PROVIDED DATA:
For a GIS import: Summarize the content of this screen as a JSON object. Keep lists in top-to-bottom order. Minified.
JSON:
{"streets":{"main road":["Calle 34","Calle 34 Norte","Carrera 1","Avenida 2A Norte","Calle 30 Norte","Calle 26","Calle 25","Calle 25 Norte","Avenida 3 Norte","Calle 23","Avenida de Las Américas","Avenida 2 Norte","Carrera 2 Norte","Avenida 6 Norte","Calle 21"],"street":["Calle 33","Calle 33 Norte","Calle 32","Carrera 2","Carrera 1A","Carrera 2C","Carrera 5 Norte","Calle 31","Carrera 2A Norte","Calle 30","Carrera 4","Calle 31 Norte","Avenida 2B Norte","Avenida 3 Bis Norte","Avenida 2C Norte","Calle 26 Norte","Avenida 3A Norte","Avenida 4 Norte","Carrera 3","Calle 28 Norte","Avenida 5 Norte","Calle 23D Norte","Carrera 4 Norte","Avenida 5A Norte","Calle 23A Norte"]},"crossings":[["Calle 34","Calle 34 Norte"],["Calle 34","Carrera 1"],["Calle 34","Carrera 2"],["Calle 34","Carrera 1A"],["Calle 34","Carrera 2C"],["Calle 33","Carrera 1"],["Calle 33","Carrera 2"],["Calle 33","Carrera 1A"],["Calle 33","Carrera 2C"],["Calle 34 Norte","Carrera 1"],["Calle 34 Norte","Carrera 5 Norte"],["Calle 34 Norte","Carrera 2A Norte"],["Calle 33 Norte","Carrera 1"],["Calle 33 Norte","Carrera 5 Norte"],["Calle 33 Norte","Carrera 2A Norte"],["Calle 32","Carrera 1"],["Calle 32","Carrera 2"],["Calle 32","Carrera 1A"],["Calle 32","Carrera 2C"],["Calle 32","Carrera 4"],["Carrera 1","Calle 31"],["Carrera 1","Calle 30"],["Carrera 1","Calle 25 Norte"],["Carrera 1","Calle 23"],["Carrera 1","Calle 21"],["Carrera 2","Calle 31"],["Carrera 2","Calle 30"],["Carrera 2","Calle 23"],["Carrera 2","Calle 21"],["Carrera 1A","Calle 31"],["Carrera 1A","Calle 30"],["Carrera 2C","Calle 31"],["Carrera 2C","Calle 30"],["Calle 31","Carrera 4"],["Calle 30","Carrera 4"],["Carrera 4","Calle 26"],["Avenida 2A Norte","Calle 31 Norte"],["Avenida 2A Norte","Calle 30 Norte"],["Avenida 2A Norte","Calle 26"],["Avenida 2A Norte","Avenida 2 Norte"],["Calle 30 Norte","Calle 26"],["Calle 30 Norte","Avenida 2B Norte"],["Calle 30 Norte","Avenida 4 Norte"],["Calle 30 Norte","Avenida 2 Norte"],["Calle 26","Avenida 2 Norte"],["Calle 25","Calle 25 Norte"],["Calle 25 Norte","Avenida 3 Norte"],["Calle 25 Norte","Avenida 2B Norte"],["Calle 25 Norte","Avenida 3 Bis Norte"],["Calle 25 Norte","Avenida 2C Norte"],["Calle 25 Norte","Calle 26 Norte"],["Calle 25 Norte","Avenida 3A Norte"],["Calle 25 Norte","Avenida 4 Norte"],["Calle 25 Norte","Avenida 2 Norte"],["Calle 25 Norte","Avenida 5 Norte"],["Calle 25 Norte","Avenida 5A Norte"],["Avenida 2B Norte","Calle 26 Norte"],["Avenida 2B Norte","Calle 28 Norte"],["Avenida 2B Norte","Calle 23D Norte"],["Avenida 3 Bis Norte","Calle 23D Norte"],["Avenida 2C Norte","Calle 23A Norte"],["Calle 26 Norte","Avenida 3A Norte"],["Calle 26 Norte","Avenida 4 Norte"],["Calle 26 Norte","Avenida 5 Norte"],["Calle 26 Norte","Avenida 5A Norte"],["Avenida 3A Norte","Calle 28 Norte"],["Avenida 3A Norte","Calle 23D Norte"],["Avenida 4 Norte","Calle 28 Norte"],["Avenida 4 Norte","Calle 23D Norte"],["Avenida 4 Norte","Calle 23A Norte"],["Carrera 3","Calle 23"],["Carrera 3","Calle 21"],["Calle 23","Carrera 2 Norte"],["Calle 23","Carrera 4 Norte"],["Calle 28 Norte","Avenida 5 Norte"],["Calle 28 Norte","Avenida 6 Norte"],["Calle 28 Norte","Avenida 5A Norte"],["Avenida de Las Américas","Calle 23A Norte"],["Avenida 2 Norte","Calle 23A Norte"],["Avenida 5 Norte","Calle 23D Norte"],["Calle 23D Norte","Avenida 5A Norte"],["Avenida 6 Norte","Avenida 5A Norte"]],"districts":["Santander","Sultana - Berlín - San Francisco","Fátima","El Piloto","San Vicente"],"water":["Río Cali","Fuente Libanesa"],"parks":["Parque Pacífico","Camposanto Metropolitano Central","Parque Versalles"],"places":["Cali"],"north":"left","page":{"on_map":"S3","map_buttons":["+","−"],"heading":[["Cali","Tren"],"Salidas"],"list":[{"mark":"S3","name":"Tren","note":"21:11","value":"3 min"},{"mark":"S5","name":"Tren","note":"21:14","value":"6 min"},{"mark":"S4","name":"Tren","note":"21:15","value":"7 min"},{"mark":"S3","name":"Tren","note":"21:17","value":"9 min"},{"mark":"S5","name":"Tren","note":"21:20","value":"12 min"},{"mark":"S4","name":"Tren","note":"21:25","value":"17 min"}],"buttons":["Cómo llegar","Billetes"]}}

WHAT THE EXERCISE ASKS: Your answer must consist of every line from the listing that holds the string "JSON".

YOUR RESPONSE:
For a GIS import: Summarize the content of this screen as a JSON object. Keep lists in top-to-bottom order. Minified.
JSON:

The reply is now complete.